### [WHAT YOU HAVE TO DO]
Starting at the top of the records below and ending with the line that contains "Give bounding boxes", print each line exactly as written, skipping the pictures.

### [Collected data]
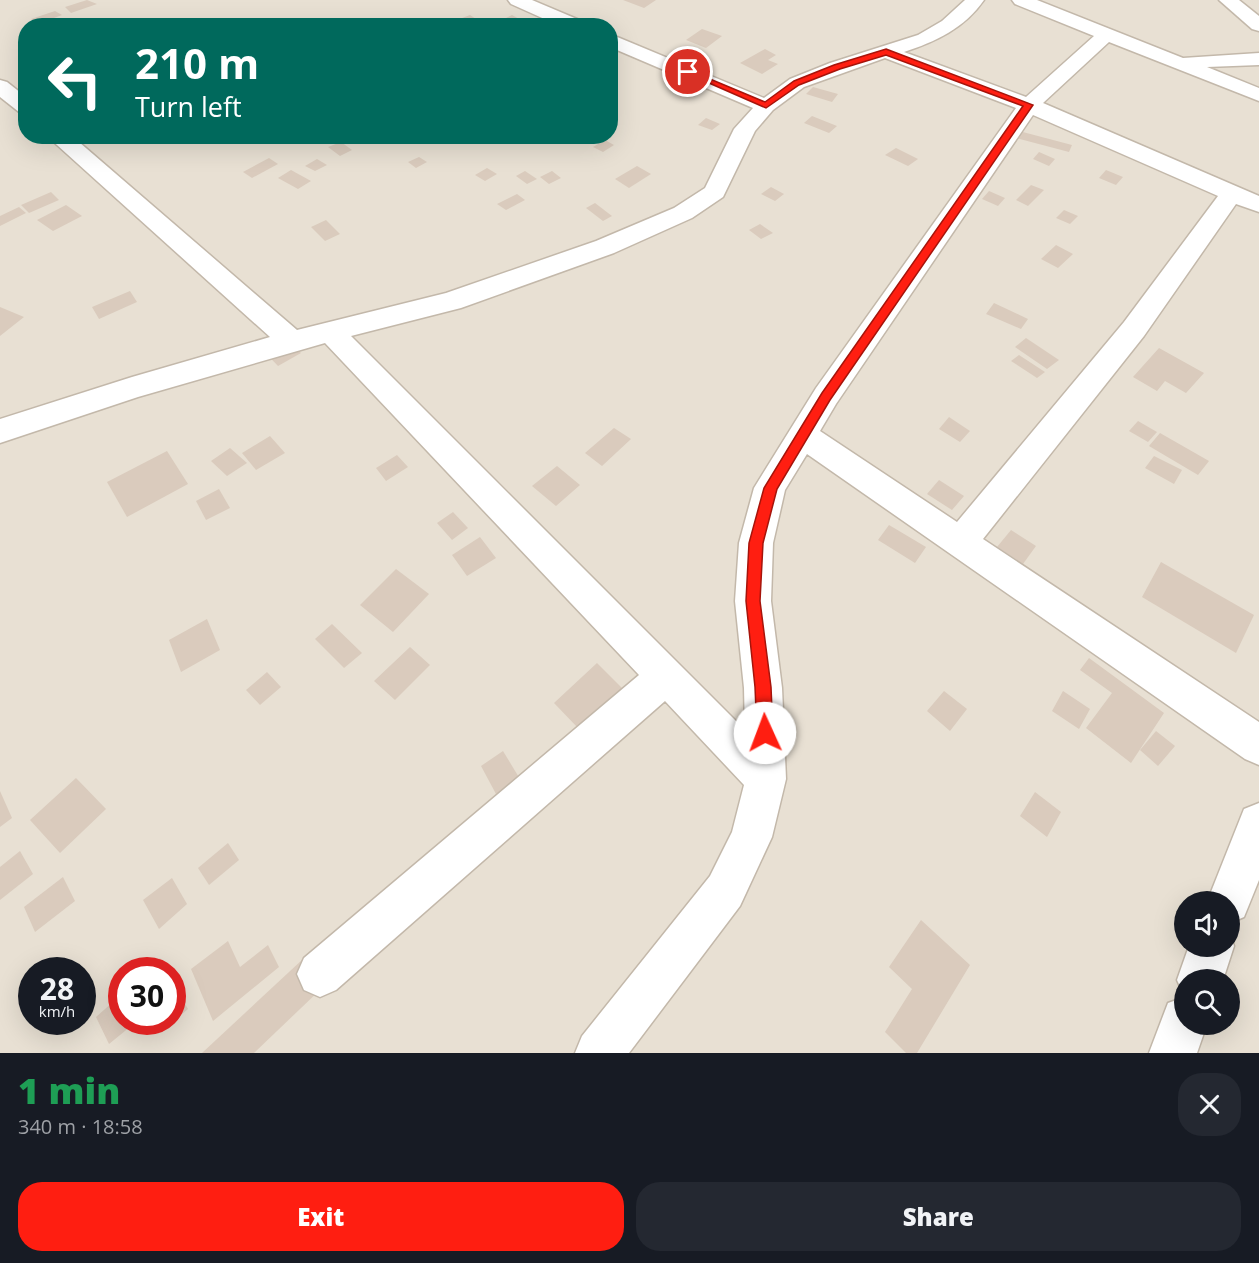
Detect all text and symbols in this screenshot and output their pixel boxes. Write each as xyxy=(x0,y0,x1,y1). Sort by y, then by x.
text: 210 m xyxy=(135,34,259,91)
icon: left xyxy=(36,42,114,120)
pin xyxy=(662,46,713,97)
icon: arrive xyxy=(671,55,704,88)
text: Turn left xyxy=(135,88,242,125)
position arrow xyxy=(733,701,797,765)
map controls xyxy=(1174,891,1240,1035)
button: sound xyxy=(1174,891,1240,957)
speed limit sign: 30 xyxy=(108,957,186,1035)
text: 28 xyxy=(40,968,74,1009)
button: search xyxy=(1174,969,1240,1035)
text: km/h xyxy=(39,1001,75,1021)
text: 1 min xyxy=(18,1066,120,1115)
button: close xyxy=(1178,1073,1241,1136)
text: 340 m · 18:58 xyxy=(18,1113,143,1140)
button: Exit xyxy=(18,1182,624,1251)
button: Share xyxy=(636,1182,1241,1251)

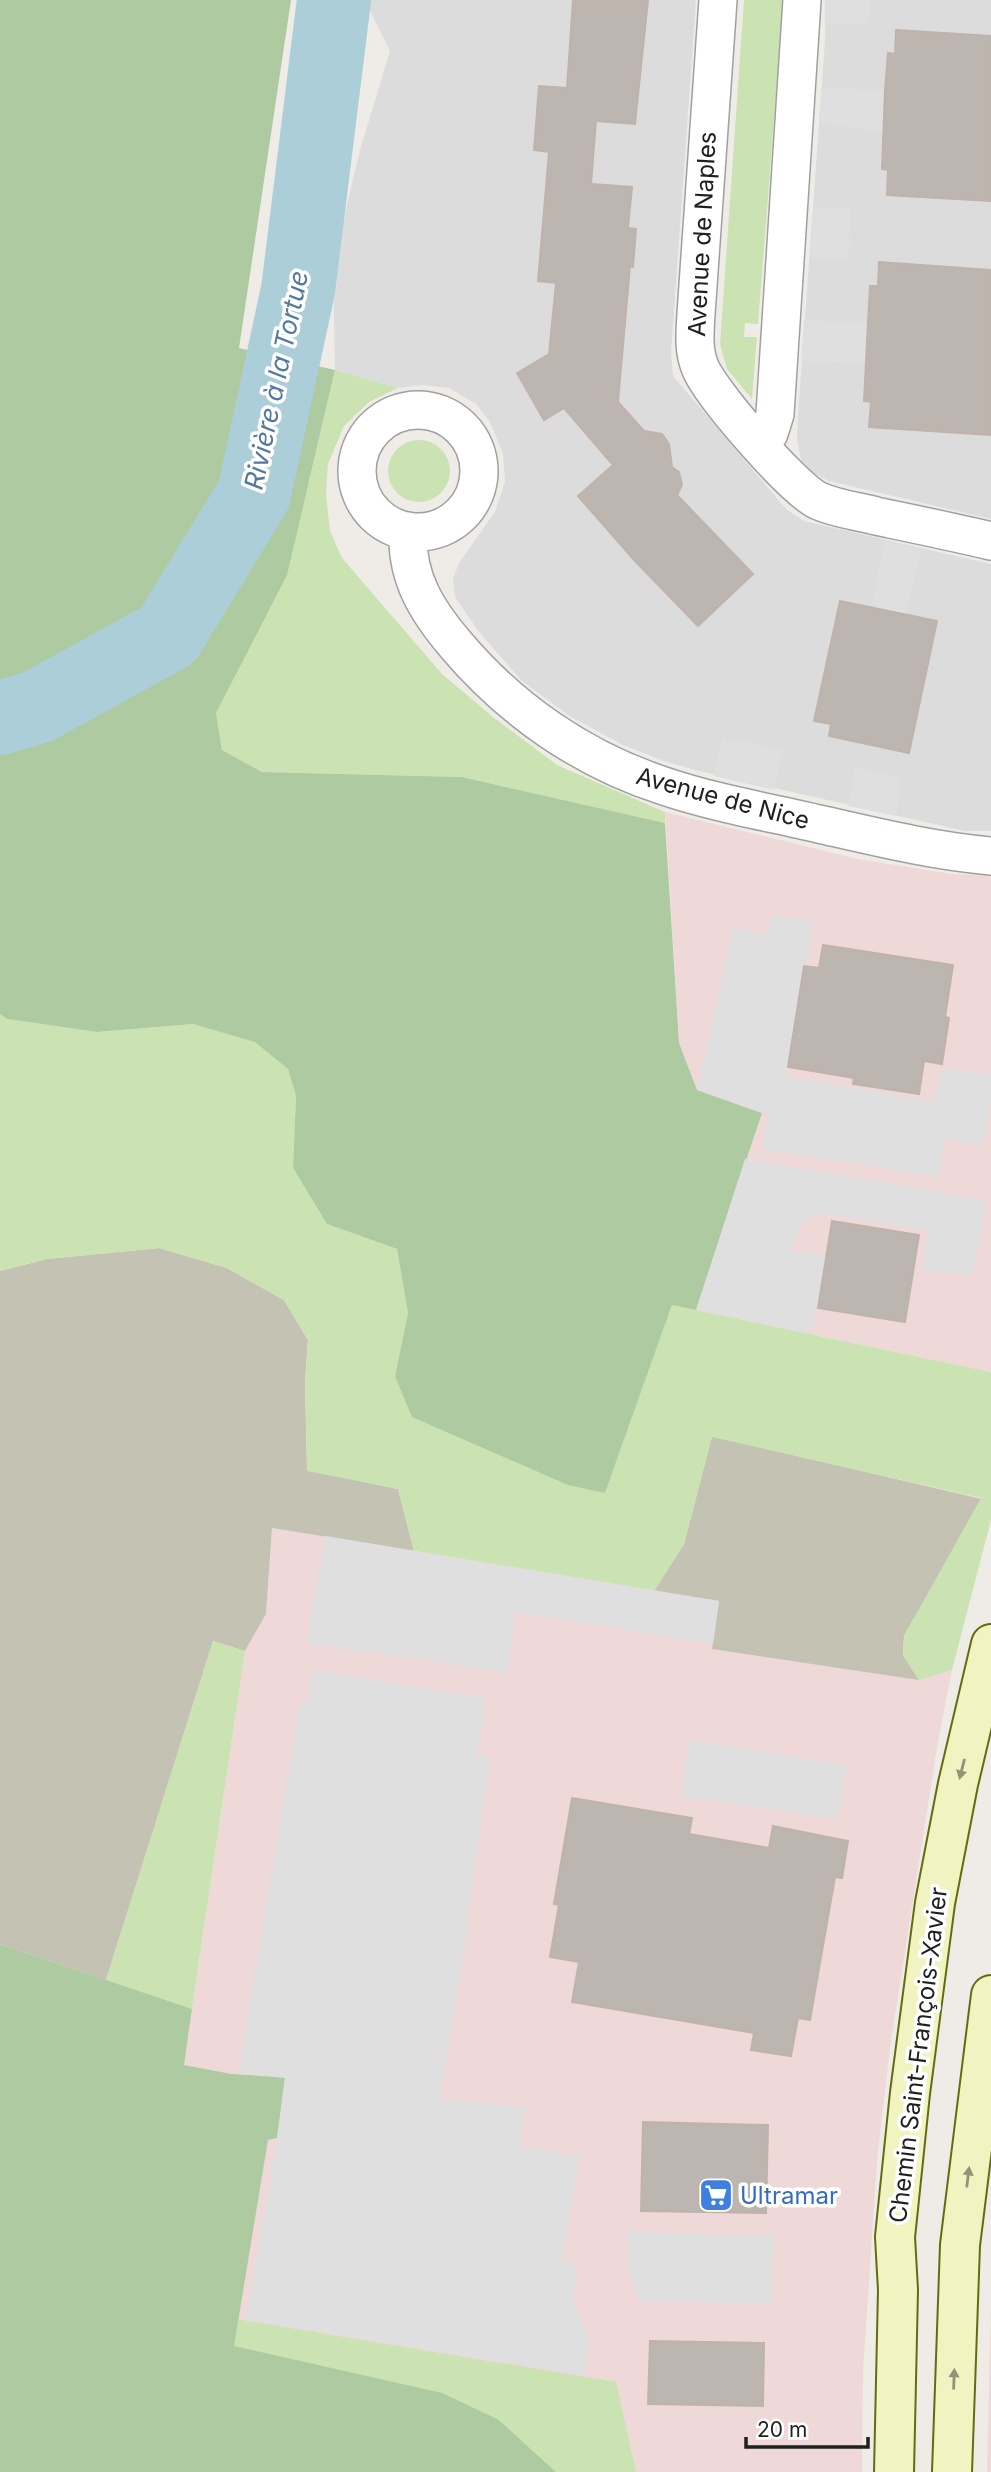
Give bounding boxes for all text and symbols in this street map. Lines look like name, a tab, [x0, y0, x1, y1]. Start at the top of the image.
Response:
street label: Avenue de Naples	[682, 131, 722, 337]
water label: Rivière à la Tortue	[238, 268, 314, 492]
street label: Avenue de Nice	[633, 761, 813, 835]
one-way arrow	[956, 1758, 967, 1780]
street label: Chemin Saint-François-Xavier	[883, 1885, 953, 2225]
one-way arrow	[962, 2166, 973, 2188]
supermarket icon: Ultramar	[697, 2176, 735, 2214]
place label: Ultramar	[740, 2181, 838, 2210]
one-way arrow	[948, 2368, 959, 2390]
scale bar	[746, 2406, 869, 2450]
text: 20 m	[757, 2417, 807, 2442]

### [OUTPUT OF THE TASK]
Detect all text and symbols in this screenshot and output their pixel boxes. Write each as xyxy=(x0,y0,x1,y1). Sort by y, then by x.
text: 210 m xyxy=(135,34,259,91)
icon: left xyxy=(36,42,114,120)
pin xyxy=(662,46,713,97)
icon: arrive xyxy=(671,55,704,88)
text: Turn left xyxy=(135,88,242,125)
position arrow xyxy=(733,701,797,765)
map controls xyxy=(1174,891,1240,1035)
button: sound xyxy=(1174,891,1240,957)
speed limit sign: 30 xyxy=(108,957,186,1035)
text: 28 xyxy=(40,968,74,1009)
button: search xyxy=(1174,969,1240,1035)
text: km/h xyxy=(39,1001,75,1021)
text: 1 min xyxy=(18,1066,120,1115)
button: close xyxy=(1178,1073,1241,1136)
text: 340 m · 18:58 xyxy=(18,1113,143,1140)
button: Exit xyxy=(18,1182,624,1251)
button: Share xyxy=(636,1182,1241,1251)

Give bounding boxes for all text and symbols in this street map. Lines look like name, a tab, [x0, y0, x1, y1]. Start at the top of the image.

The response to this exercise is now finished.